The easiest way to determine if a report is insightful is to ask yourself if there’s information that will guide business actions. Metrics may need to be accompanied by additional information to drive an insight home.
There’s no tried and true way to ensure insight is delivered. If you ask yourself “So what?” and there’s no answer, chances are your team needs to go back to the drawing board. You may need to provide them with more context on the business goals or operations.
Just because you provide insight into something doesn’t mean it’s worthwhile for the end user. My favorite example of this is the finding that areas with more telephone poles have a higher number of cancer cases. There is correlation between the two, but is it relevant? There are more telephone poles and cancer cases because there are more people, not because telephone poles cause cancer.
That’s not to say correlation doesn’t matter. Just because you can’t prove one action drives another doesn’t mean they aren’t related.
The point is, you want the information to be at a level where the reader can easily see the potential connections.
Highly related to relevancy, this is about how reasonable it is to use the information. If you receive a report that shows your channel can double its revenue if the enablement team delivers 3x more trainings in the next 2 months, that may not be practical and therefore is not helpful information.
To evaluate practicality ask yourself two questions:
Do I have the power and influence to take the suggested action?
Is the suggested action feasible?
3. Is it accessible?
With the current business intelligence and data visualization advancements outlined at the start of this article, it’s getting easier and easier to make reporting accessible. However, that doesn’t mean just posting a dashboard makes it accessible. When you publish a report, make sure it meets the following conditions:
Web-based reports have made it much easier to find and interact with dashboards and reporting. However, those tools may not always be available in your organization, or they may not make sense for a particular scenario.
Discoverability is about ensuring the target audience can easily find the report and the links that take you to it.
Make sure your team has placed links in commonly used landing pages and announcements, or that emails are sent whenever the information is refreshed.

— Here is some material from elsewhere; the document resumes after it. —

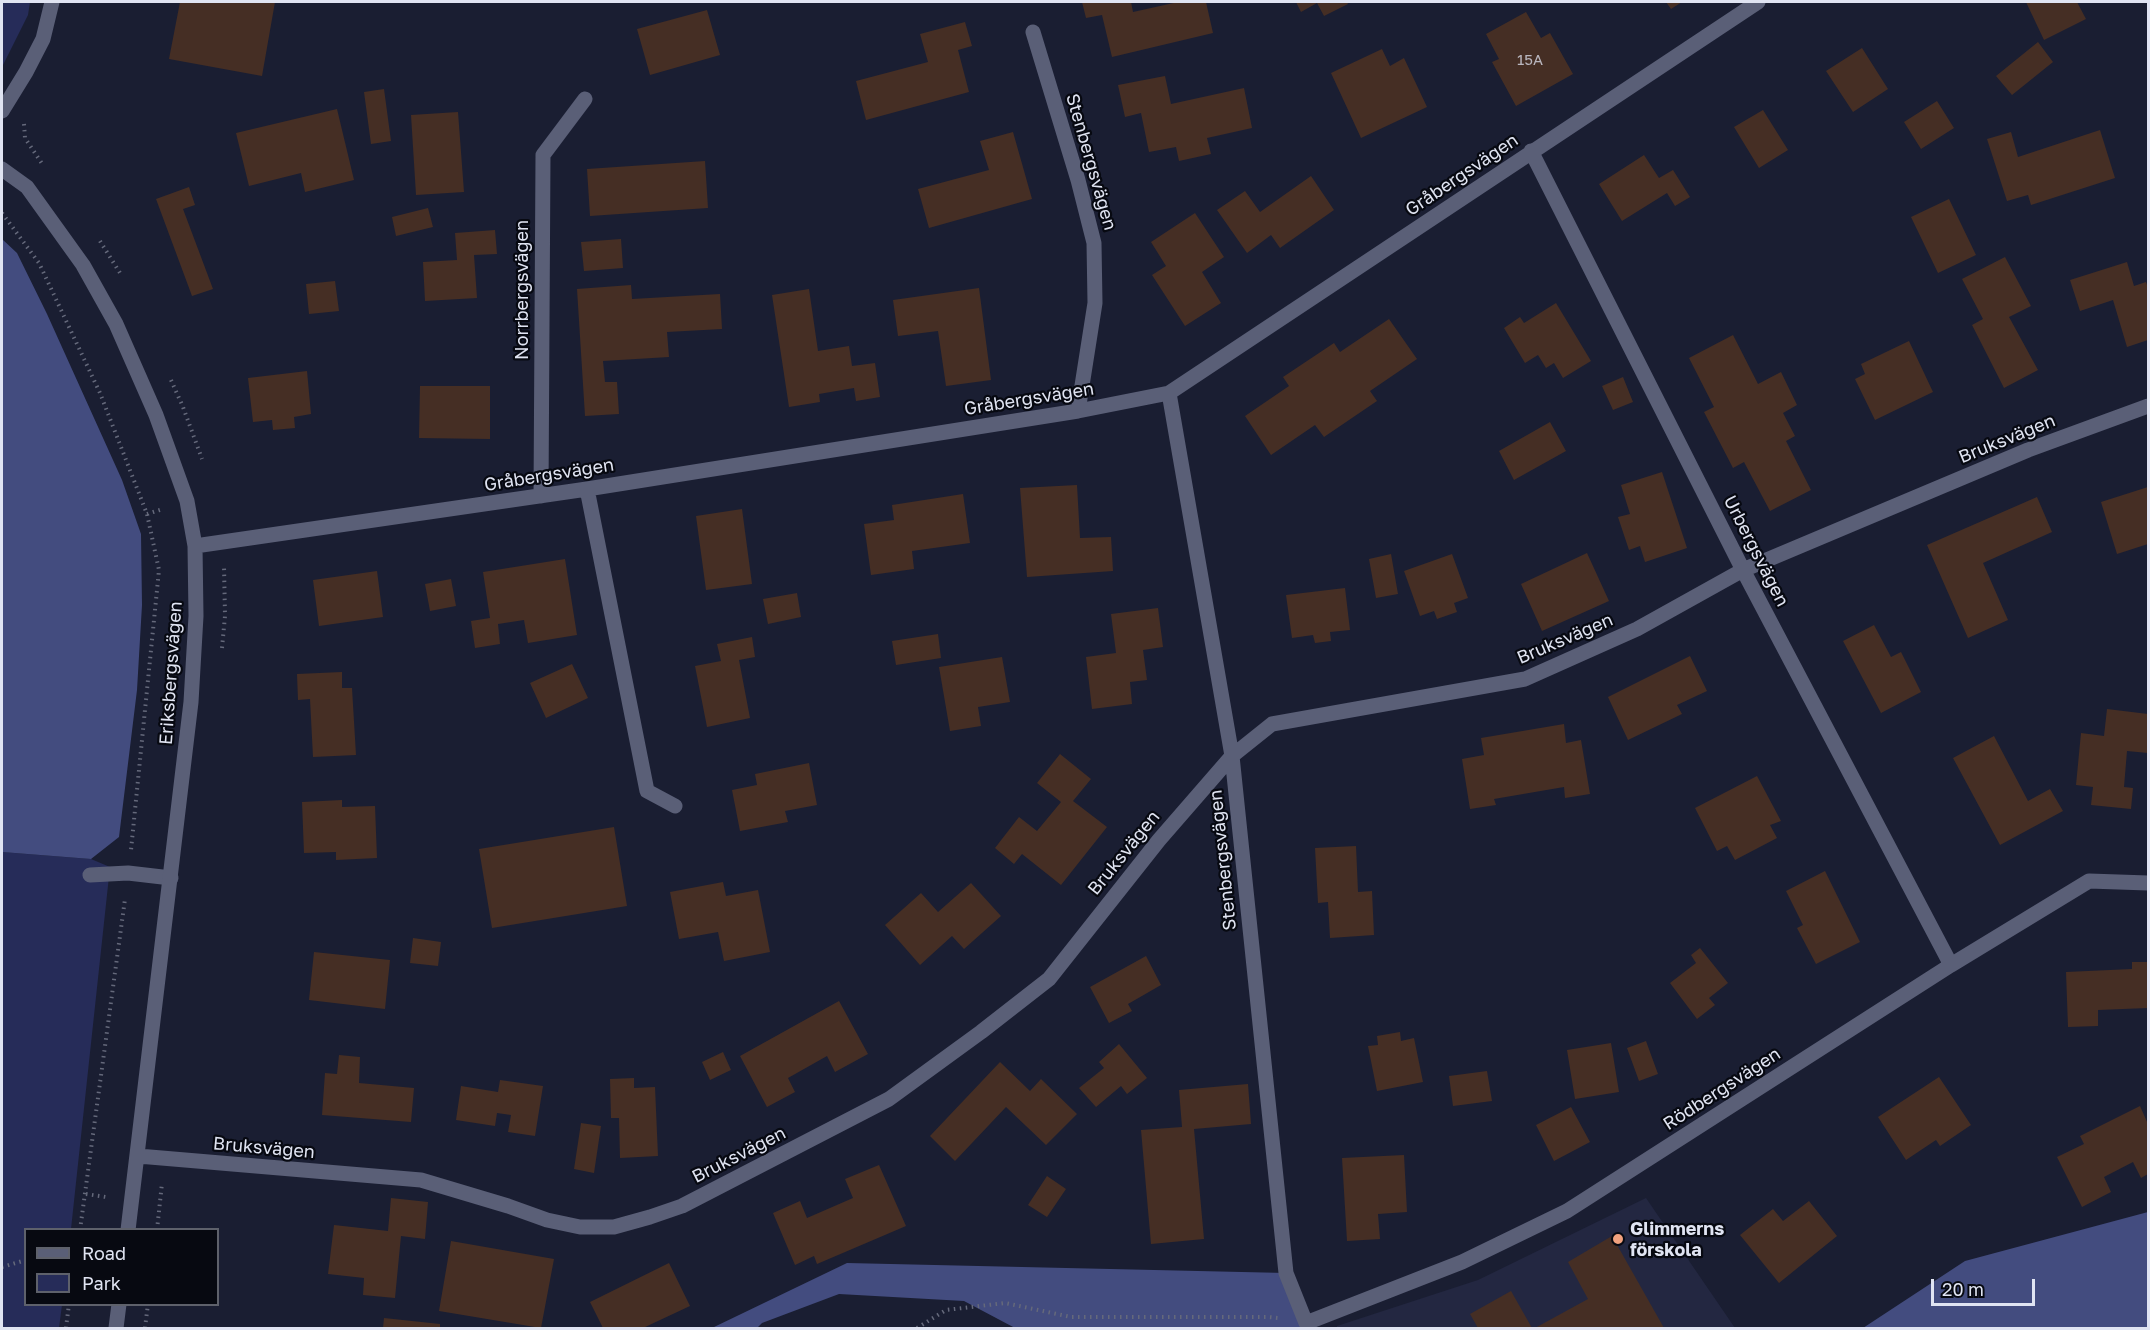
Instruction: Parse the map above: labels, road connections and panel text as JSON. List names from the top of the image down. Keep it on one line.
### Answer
{"streets":{"street":["Stenbergsvägen","Gråbergsvägen","Norrbergsvägen","Bruksvägen","Urbergsvägen","Eriksbergsvägen","Rödbergsvägen"]},"crossings":[["Stenbergsvägen","Gråbergsvägen"],["Stenbergsvägen","Bruksvägen"],["Stenbergsvägen","Rödbergsvägen"],["Gråbergsvägen","Norrbergsvägen"],["Gråbergsvägen","Urbergsvägen"],["Gråbergsvägen","Eriksbergsvägen"],["Bruksvägen","Urbergsvägen"],["Bruksvägen","Eriksbergsvägen"],["Urbergsvägen","Rödbergsvägen"]],"places":["Glimmerns förskola"],"house_numbers":["15A"],"legend":["Road","Park"],"scale_bar":"20 m"}
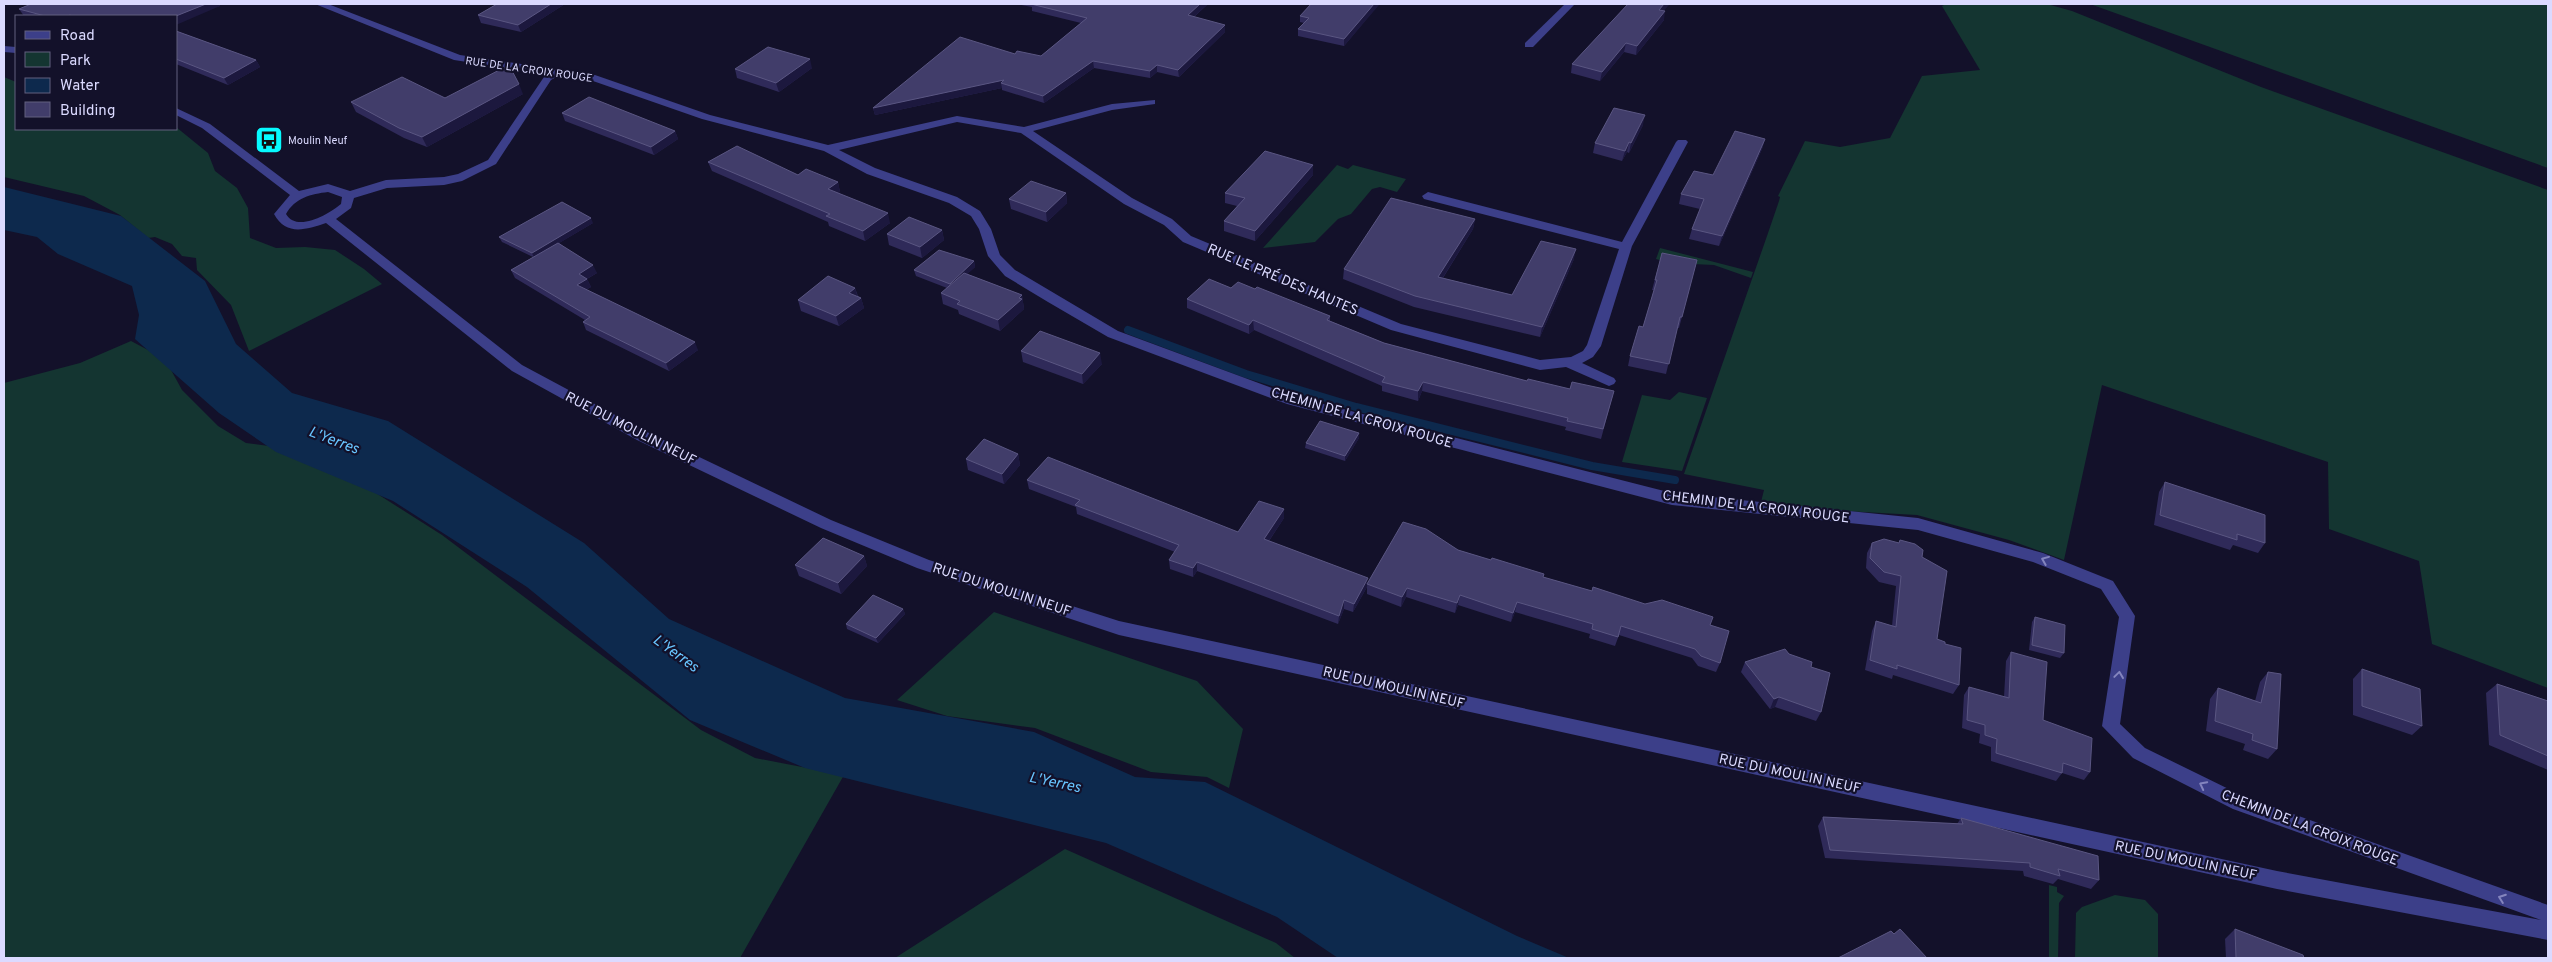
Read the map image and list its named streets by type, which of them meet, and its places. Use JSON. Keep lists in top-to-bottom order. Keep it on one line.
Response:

This may be one of the hardest conditions to determine. It’s an art form that far too many data-oriented people are ill equipped to deliver on. Receiving a giant table of data is overwhelming.
Good reports are not only interesting to look at, they tell a clear story.
To be an effective communication tool that showcases progress and successes, reports that you share with external teams or up to your leadership need to be easy to understand. Executives are busy and don’t have the time to figure out what the point is.
A consumable report will have 5 key characteristics:
Straightforward top line summaries showcasing the main data points.
Highlights that direct the audience to the information that is most relevant to them
Clear guidance on how to use filters and controls (related to #2)
Intentional and organized layout so it reads left to right or top to bottom
Appealing visual grouping of relevant information through the use of colors, spacing, or borders
As much as we’d like every report we build to show live data, that’s not always feasible.
The trick is to ensure information is received in a timeframe that allows you to take action on the insights it provides.
If you cannot get data in a timely manner, we recommend a best practice of timestamping your data tables and charts with “as of month/year.”
To help ensure a quick turnaround on your data, take the following actions:
Push data owners to supply source information as quickly as possible
Have automated refreshes to decrease turnaround time
Commit your team to a consistent data delivery date
Once your reports are accurate, actionable, and accessible you will be able to make better decisions in less time, with more confidence
You’ll also have a tool to communicate progress and success across your organization at your fingertips. Invest in better reporting and enjoy the returns in saved time and budget!